Eating Guide for Puréed Diets
You may have to follow a puréed diet if you are having trouble chewing or swallowing. A puréed food diet is a texture-modified diet that can be useful for people with dysphagia, gastroparesis, or chewing difficulties. If you’re on a puréed diet, you will eat foods that you will not need to breakdown when you chew. All puree consistencies are much like mashed potatoes and pudding.
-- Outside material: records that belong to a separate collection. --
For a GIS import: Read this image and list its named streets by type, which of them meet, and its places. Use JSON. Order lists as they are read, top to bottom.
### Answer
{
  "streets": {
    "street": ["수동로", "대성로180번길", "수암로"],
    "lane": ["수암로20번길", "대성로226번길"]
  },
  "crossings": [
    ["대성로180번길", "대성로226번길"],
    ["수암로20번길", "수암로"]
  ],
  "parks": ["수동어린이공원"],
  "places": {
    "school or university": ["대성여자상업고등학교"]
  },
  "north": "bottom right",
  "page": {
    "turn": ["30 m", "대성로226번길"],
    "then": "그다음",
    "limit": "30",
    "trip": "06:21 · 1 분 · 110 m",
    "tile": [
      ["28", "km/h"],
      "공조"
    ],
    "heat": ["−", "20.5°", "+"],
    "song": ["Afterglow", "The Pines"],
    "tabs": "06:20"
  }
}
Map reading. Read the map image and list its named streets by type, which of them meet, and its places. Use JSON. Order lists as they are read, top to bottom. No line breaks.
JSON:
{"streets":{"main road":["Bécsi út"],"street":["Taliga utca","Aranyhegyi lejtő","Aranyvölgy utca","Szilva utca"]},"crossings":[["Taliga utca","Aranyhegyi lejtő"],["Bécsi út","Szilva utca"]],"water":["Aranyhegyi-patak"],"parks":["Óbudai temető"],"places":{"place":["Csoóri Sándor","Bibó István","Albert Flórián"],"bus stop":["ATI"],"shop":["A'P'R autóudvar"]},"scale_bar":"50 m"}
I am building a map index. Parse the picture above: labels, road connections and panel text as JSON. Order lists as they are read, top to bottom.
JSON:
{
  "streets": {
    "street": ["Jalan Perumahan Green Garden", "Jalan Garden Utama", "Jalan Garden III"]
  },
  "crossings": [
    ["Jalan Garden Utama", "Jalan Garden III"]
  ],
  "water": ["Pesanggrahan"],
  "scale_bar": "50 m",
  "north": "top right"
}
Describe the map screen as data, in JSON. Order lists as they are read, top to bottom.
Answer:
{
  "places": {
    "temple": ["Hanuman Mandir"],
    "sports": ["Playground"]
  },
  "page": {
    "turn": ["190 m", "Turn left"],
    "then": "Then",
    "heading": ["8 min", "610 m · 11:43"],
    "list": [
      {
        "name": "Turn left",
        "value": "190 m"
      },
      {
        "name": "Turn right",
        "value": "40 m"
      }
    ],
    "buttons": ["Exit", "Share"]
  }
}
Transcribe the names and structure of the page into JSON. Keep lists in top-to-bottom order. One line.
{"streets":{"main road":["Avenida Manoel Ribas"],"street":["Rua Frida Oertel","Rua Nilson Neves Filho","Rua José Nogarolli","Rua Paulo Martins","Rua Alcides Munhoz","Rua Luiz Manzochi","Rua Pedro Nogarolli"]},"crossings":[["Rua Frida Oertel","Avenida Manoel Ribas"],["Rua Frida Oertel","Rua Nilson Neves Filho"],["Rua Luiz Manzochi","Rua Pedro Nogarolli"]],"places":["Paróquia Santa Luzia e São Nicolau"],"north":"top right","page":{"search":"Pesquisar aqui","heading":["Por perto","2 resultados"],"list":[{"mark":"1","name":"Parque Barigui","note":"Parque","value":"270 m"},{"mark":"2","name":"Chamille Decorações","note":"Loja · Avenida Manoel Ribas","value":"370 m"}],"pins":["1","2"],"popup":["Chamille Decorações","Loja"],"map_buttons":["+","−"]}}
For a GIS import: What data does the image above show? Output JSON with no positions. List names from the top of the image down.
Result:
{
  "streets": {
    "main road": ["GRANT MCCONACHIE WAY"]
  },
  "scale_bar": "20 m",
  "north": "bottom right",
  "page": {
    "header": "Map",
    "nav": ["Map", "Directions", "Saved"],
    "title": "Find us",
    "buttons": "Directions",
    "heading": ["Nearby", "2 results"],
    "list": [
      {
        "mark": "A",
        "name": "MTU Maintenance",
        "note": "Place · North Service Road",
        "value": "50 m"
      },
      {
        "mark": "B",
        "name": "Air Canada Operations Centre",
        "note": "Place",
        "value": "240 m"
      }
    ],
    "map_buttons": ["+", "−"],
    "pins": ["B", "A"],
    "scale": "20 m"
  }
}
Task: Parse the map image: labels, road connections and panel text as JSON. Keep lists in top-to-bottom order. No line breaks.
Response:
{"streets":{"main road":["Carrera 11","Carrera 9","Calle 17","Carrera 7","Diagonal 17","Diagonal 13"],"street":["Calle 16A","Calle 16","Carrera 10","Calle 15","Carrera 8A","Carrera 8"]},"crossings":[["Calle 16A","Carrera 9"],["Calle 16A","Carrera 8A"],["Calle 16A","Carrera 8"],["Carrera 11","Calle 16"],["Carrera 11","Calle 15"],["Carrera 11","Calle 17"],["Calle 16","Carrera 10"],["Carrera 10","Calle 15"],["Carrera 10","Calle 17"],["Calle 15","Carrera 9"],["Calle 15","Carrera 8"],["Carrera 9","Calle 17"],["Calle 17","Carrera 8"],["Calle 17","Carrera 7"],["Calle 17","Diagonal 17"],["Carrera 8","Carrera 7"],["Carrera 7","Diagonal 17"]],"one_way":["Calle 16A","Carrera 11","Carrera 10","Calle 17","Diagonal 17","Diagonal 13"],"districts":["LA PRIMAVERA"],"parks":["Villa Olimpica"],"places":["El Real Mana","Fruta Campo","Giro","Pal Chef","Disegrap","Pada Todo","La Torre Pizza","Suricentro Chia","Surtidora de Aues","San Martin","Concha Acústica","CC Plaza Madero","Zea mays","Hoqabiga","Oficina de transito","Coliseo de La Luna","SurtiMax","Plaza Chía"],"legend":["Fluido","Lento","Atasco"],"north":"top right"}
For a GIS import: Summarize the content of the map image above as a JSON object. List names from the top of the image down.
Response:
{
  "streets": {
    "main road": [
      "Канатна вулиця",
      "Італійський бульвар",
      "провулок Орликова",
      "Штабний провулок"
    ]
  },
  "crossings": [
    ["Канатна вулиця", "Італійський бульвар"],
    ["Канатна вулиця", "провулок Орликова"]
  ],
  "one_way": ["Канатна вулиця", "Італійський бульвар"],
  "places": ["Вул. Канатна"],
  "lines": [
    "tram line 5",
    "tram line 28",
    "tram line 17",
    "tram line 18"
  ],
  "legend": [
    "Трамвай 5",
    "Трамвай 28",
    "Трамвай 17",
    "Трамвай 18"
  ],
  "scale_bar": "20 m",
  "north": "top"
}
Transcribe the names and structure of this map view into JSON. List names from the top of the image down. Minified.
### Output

You can make almost any meal or snack into a purée by simply blending it with a little extra liquid, such as juice, water, or broth and add a recommended thickening agent if needed.
Some common reasons a person may need to use a puréed diet include:
- Oral, dental issues and/or surgery, jaw injury or surgery
- Difficulty eating or swallowing problems (dysphagia) caused by a stroke, Parkinson's disease, Alzheimer's disease, ALS, MS, other neurological conditions as well as other trauma injuries.
- Digestive disorders or Bariatric surgery
- Infection, injury, to the mouth, throat, or esophagus
- Head or neck radiation treatment for cancer
- Feeding of older adults (especially if they have poor teeth or a form of dementia)
Most people only stay on a puréed diet until they can get therapy, recover and return to eating solid food. However, the diet can also be a long-term solution if you cannot tolerate or manage eating solid foods at all.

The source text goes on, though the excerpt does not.